(Available records)
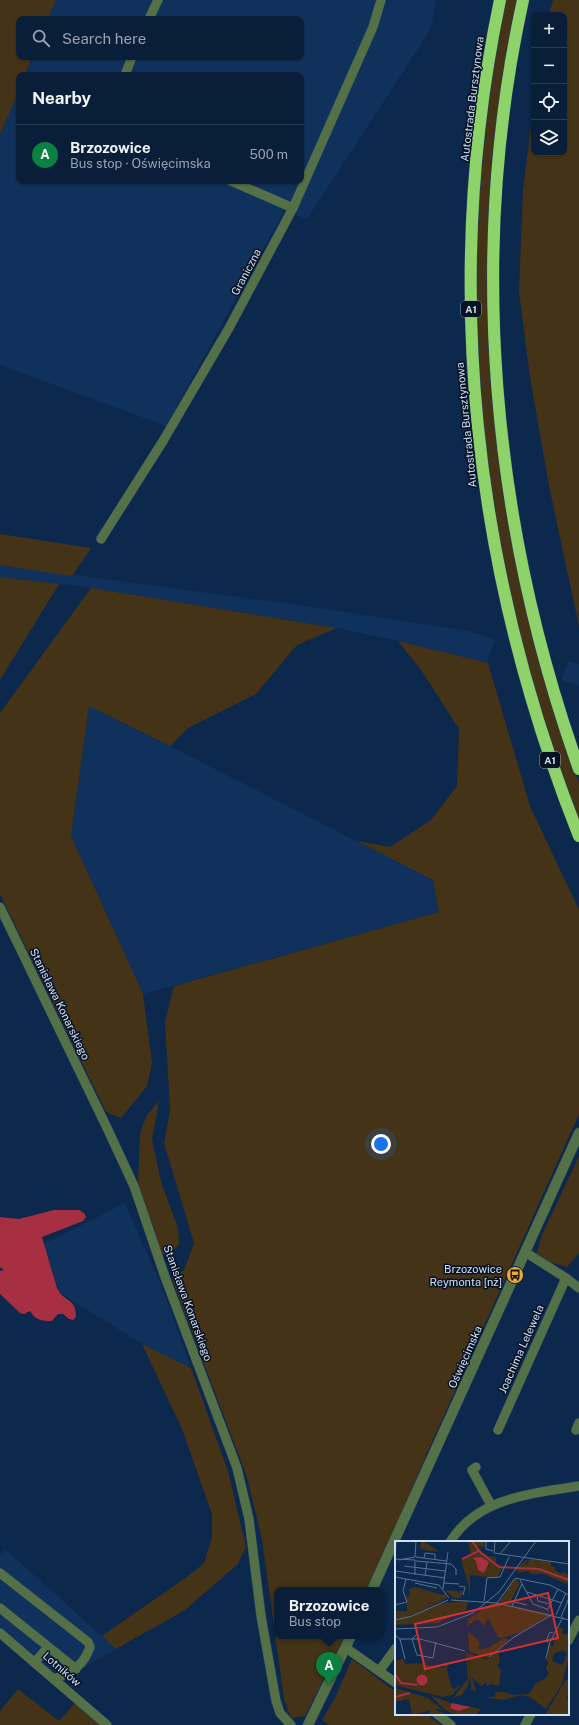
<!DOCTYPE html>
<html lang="en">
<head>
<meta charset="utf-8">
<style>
	:root { --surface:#091e39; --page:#172b44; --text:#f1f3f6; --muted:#99a2ae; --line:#293c53; --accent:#0b8043 }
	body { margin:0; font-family:"Public Sans",sans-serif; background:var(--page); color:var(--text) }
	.controls { position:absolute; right:12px; top:12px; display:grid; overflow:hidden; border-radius:8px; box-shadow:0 1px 3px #0004 }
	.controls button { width:36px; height:36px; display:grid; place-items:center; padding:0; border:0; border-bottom:1px solid var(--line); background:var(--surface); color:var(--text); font:20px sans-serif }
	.you { position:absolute; left:381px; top:1144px; width:14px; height:14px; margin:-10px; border:3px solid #fff; border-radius:50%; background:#1a73e8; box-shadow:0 0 0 6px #1a73e833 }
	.badge { display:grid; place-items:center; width:26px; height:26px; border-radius:50%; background:var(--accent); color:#fff; font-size:13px; font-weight:700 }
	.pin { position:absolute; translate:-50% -33px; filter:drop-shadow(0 1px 2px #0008) }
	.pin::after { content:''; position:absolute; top:21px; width:14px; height:12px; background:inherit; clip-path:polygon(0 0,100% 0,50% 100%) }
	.popup { position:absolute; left:274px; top:1587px; width:110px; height:52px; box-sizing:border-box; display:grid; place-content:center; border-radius:8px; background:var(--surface); filter:drop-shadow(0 1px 3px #0005); font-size:13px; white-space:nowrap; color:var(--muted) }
	.popup b { font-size:15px; color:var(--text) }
	.popup::after { content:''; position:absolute; left:50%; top:100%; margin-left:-8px; border:8px solid transparent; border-top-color:var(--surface) }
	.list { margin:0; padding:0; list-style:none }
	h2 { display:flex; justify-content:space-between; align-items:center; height:52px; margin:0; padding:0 16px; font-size:17px }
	h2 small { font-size:13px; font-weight:400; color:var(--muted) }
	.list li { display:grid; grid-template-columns:26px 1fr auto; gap:12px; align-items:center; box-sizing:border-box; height:60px; padding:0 16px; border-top:1px solid var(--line) }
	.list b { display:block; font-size:15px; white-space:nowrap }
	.list p { margin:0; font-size:13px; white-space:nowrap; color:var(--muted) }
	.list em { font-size:13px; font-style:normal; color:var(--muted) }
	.icon { flex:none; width:22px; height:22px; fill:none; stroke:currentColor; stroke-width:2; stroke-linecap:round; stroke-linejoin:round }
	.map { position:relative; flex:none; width:579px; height:1725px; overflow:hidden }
	.search { position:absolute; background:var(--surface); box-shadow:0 1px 3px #0004; left:16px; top:16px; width:288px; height:44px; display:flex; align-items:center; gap:10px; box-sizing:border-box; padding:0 14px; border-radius:8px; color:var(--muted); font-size:15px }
	.panel { position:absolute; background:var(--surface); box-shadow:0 1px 3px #0004; left:16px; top:72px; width:288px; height:112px; border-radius:8px }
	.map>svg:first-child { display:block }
	.built { fill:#10315b }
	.green { fill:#453317 }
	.water { fill:#a72f42 }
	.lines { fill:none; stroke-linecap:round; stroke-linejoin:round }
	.minor-casing { stroke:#274264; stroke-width:10 }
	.tertiary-casing { stroke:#274264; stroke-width:11 }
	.motorway-casing { stroke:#274264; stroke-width:13 }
	.minor { stroke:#547047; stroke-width:9 }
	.tertiary { stroke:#547047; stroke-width:10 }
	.motorway { stroke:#8dd36a; stroke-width:12 }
	.labels { text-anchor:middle; stroke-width:3; stroke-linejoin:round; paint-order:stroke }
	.shield { fill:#061121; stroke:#93a2b7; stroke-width:1 }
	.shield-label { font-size:10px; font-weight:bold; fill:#cfe0f7 }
	.street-label { font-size:11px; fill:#cfe0f7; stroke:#061121 }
	.poi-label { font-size:11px; fill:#cfe0f7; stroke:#061121; text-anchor:end }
	.inset-river { fill:none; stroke:#a72f42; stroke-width:2 }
	.inset-road { fill:none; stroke:#5a7290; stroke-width:1 }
	.view { fill:#d63132; fill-opacity:0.15; stroke:#d63132; stroke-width:2 }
	.inset-edge { fill:none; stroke:#cfe0f7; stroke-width:2 }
</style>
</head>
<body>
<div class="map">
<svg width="579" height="1725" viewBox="0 0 579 1725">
	<rect width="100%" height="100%" fill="#0c284c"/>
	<g class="built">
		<polygon points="56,0 436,0 431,29 307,219 284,211 166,426 0,365 0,135 19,90 19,181 301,181 301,75 25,75 32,57 301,57 301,19 48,19"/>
		<polygon points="0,565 306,606 469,631 495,640 487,663 398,641 337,628 91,588 0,577"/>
		<polygon points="568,661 579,664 579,686 562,680"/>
		<polygon points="89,705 433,880 439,912 143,994 71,836"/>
		<polygon points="125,1203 163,1290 191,1368 142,1344 59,1292 44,1244"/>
		<polygon points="5,1549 116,1649 64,1679 0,1632 0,1555"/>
	</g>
	<g class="green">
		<polygon points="0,0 56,0 48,19 19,19 19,57 32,57 25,75 19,75 19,90 0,135"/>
		<path d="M505,0H517L504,77L494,413L502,480L526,606L544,679L579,783V821C504,627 467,417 479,208C483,138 493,69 505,0Z"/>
		<polygon points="553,0 579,0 579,626 549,486 530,377 519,291 523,190 534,104 534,153 564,153 564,15 549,15"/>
		<polygon points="0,534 91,548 72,576 0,565"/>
		<polygon points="0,577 59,584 0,680"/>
		<polygon points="91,588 337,628 297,645 256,694 188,728 170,746 89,706 71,836 143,994 152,1063 147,1086 121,1118 106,1112 0,894 0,713"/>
		<polygon points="398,641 488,663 530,806 579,910 579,1114 424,1460 368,1590 277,1590 277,1636 345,1636 305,1716 291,1718 284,1699 262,1539 247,1477 172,1279 184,1270 194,1243 164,1143 170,1110 165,1022 174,986 439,912 433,880 357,841 390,847 431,820 457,786 459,729 421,670"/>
		<polygon points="159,1101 152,1139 161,1182 178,1228 179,1244 170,1255 162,1254 138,1182 140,1133 147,1115"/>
		<polygon points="579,1156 579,1253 567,1267 535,1258 542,1235"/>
		<polygon points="142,1344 191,1368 228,1471 246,1547 238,1564 185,1610 116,1649 102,1636 191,1574 204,1563 212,1537 212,1514 182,1429"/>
		<polygon points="352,1659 396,1692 396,1714 426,1714 441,1725 329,1725 322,1720 335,1698"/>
		<polygon points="18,1689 59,1721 76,1702 100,1725 0,1725 0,1711"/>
	</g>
	<path class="water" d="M54,1210H79L84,1213L86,1217L83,1221L42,1237L57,1288C64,1303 76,1297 76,1317L73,1320L69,1319L63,1314H58L52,1321C42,1321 36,1321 30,1311L24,1314L20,1313L0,1294V1271L4,1270L0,1267V1217L19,1219Z"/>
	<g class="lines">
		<g class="minor-casing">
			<g id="minor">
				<polyline points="149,19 158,0"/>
				<polyline points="125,75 132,57"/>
				<polyline points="231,181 293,208"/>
				<polyline points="101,539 163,441 229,328 293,208 373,27 381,0"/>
				<polyline points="0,907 108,1130 134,1186 165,1277 237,1468 249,1519 261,1616 276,1701 280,1713 291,1725"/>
				<polyline points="525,1252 566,1278 579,1288"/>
				<polyline points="498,1430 566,1278"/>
				<polyline points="576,1430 579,1423"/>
				<polyline points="476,1467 472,1470 491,1505"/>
				<path d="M450,1542C478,1497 531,1494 579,1486"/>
				<path d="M0,1573L88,1642L90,1647C83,1667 73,1670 55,1679"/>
				<polyline points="0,1608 76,1669"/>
				<polyline points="0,1633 107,1725"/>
				<polyline points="568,1641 579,1620"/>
				<polyline points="346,1648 396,1683"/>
				<polyline points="35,1662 48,1647"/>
				<polyline points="380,1670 396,1648"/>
				<polyline points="437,1714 451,1725"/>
				<polyline points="525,1725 531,1714"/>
			</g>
		</g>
		<g class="tertiary-casing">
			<g id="tertiary">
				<polyline points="372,1590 579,1133"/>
				<polyline points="308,1725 351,1636"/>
			</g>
		</g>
		<g class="motorway-casing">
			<g id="motorway">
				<path d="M500,0C441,282 473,569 579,836"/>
				<path d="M523,0C467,255 492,524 579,769"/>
			</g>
		</g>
		<use href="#minor" class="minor"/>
		<use href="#tertiary" class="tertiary"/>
		<use href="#motorway" class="motorway"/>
	</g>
	<defs>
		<g id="bus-disc" transform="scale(0.9)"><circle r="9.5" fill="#eba93a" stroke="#061121"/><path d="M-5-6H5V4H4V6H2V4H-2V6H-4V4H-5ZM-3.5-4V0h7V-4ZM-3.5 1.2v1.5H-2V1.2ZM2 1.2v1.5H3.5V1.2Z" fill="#111"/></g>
	</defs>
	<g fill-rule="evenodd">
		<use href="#bus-disc" x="515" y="1275"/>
	</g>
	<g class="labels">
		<g class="shield">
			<rect x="461" y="301" width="20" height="16" rx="3"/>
			<rect x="540" y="752" width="20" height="16" rx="3"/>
		</g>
		<g class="shield-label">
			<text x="471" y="313">A1</text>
			<text x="550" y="764">A1</text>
		</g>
		<g class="street-label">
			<text transform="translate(472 99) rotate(-83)" y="4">Autostrada Bursztynowa</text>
			<text transform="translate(246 272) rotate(-62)" y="4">Graniczna</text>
			<text transform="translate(466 425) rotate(-96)" y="4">Autostrada Bursztynowa</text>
			<text transform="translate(60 1004) rotate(64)" y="4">Stanisława Konarskiego</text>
			<text transform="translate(188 1303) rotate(70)" y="4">Stanisława Konarskiego</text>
			<text transform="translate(521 1349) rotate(-66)" y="4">Joachima Lelewela</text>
			<text transform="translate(465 1357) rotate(-66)" y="4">Oświęcimska</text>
			<text transform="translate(62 1669) rotate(41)" y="4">Lotników</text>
		</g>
		<g class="poi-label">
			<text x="502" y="1273">Brzozowice<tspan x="502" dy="13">Reymonta [nż]</tspan></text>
		</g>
	</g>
	<g transform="translate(395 1541)">
		<rect width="174" height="174" fill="#0c284c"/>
		<path d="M26,0H28L45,11L29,9L25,7ZM73,0H77L79,4L78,0H89V6L82,5L84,8L93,15L101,16V22L108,26L102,37L75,34V58L73,42L66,19L85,11L80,4L83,10L76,13ZM132,18L131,25L135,18L156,21V25L160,26V29L167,33L168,31L174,34V39L166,36L174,40V44L149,33H137L132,30L124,32L121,29L123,27H136L123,26ZM120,37L125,42L116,60L118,64L104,61ZM20,46L48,54L50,51L52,57L14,76L0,78V70H12L11,56L15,54L14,48ZM50,49L63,50V54L64,50L67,49V54L65,57H59ZM73,60L71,69L43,82L0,84V80L48,62ZM102,62L146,71L157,73L126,91L106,97L103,96L93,77L89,85L83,78L72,85L73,78L96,63ZM163,86L168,88L167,93H174V116L166,145L151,168L135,156L126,154L108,159L89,156H99L101,151H108L118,154L134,153L141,142L151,137L154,132L151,128L153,121L150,118L153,116V102L158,106ZM168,109L172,113L168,124L157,120L159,113ZM73,90L85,101L83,108L93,107L109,97L114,99L93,117L89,116L74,110ZM103,110L105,121L102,124L106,129L104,144H98L97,142L92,145V141L86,145L77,136L81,151L87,155L76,148L74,113L92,118ZM71,111L73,112L75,136L73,145L67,154L58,157L73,138ZM8,118L11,123L22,122L49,127L50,124H53L52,130L57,147L60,148L68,142L57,154L48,156L0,144V120ZM174,138V155L171,157L174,158V174H150L170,140ZM0,147L33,157L49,170L43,168L40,169L54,174H31L37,169L17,174L14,158L0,161ZM36,155L56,162L86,168L81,174H61L50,169Z" fill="#453317" fill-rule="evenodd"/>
		<path d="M86,16L94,21L89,32L83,29L81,20L78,17ZM21.5 139a5.5 5.5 0 1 1 11 0a5.5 5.5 0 1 1-11 0ZM57,162L65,164L76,166L63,170L55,167Z" fill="#a72f42"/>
		<path class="inset-river" d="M77,0L86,12L104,26L144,28L174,39M67,18L84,10M0,133L6,142L22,144M0,156L15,152"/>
		<path class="inset-road" d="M91,0V8L98,10M100,0L99,12L174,23M105,13L116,0M21,16L51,20M29,17L30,12L40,13V19M0,18L20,19M0,18L1,0M4,19L20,16L21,0M21,20L56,23L61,28V34M9,25L50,30M0,30L50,37M20,34V19M30,35L32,21M0,36L44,44L54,57M125,39L138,63L152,68M20,42L42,47M49,42L64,43M64,45L70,46L68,54M48,48L53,11M132,51L167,62M142,56L143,60L155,63M56,59L102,62L174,79M89,60L92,37L105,36L114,16M119,61L132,64M102,62L120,37L155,44L174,54M0,64L12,61L8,50L11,38M117,65L127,43M152,70L163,48M161,74L171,52M166,76L174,57M0,79L17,75L53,59M0,88L42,86L78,72L104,51L141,0M0,94L5,98H25L70,110M21,94L17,98L22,114L38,117L41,101M5,98L10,118M153,101L151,100L155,91L158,92M94,116L119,96L158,73M151,117L155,101L168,76"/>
		<path class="view" d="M153,52L163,97L30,128L20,83Z"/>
		<rect width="174" height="174" class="inset-edge"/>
	</g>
</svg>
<div class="controls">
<button>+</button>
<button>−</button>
<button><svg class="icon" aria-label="locate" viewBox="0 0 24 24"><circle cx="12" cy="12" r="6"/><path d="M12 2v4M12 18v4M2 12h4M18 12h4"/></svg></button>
<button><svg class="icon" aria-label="layers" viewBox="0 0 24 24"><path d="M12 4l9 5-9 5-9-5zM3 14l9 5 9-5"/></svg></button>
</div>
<div class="you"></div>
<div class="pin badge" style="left:329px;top:1685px">A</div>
<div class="popup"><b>Brzozowice</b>Bus stop</div>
<div class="search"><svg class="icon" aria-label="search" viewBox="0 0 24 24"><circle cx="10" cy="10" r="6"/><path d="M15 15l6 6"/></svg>Search here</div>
<section class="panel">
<h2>Nearby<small></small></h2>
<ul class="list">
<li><span class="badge">A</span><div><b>Brzozowice</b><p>Bus stop · Oświęcimska</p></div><em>500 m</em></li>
</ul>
</section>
</div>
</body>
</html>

(Problem statement) The required output is every line above that contains the string "lines".

(Finished task)
	.lines { fill:none; stroke-linecap:round; stroke-linejoin:round }
	<g class="lines">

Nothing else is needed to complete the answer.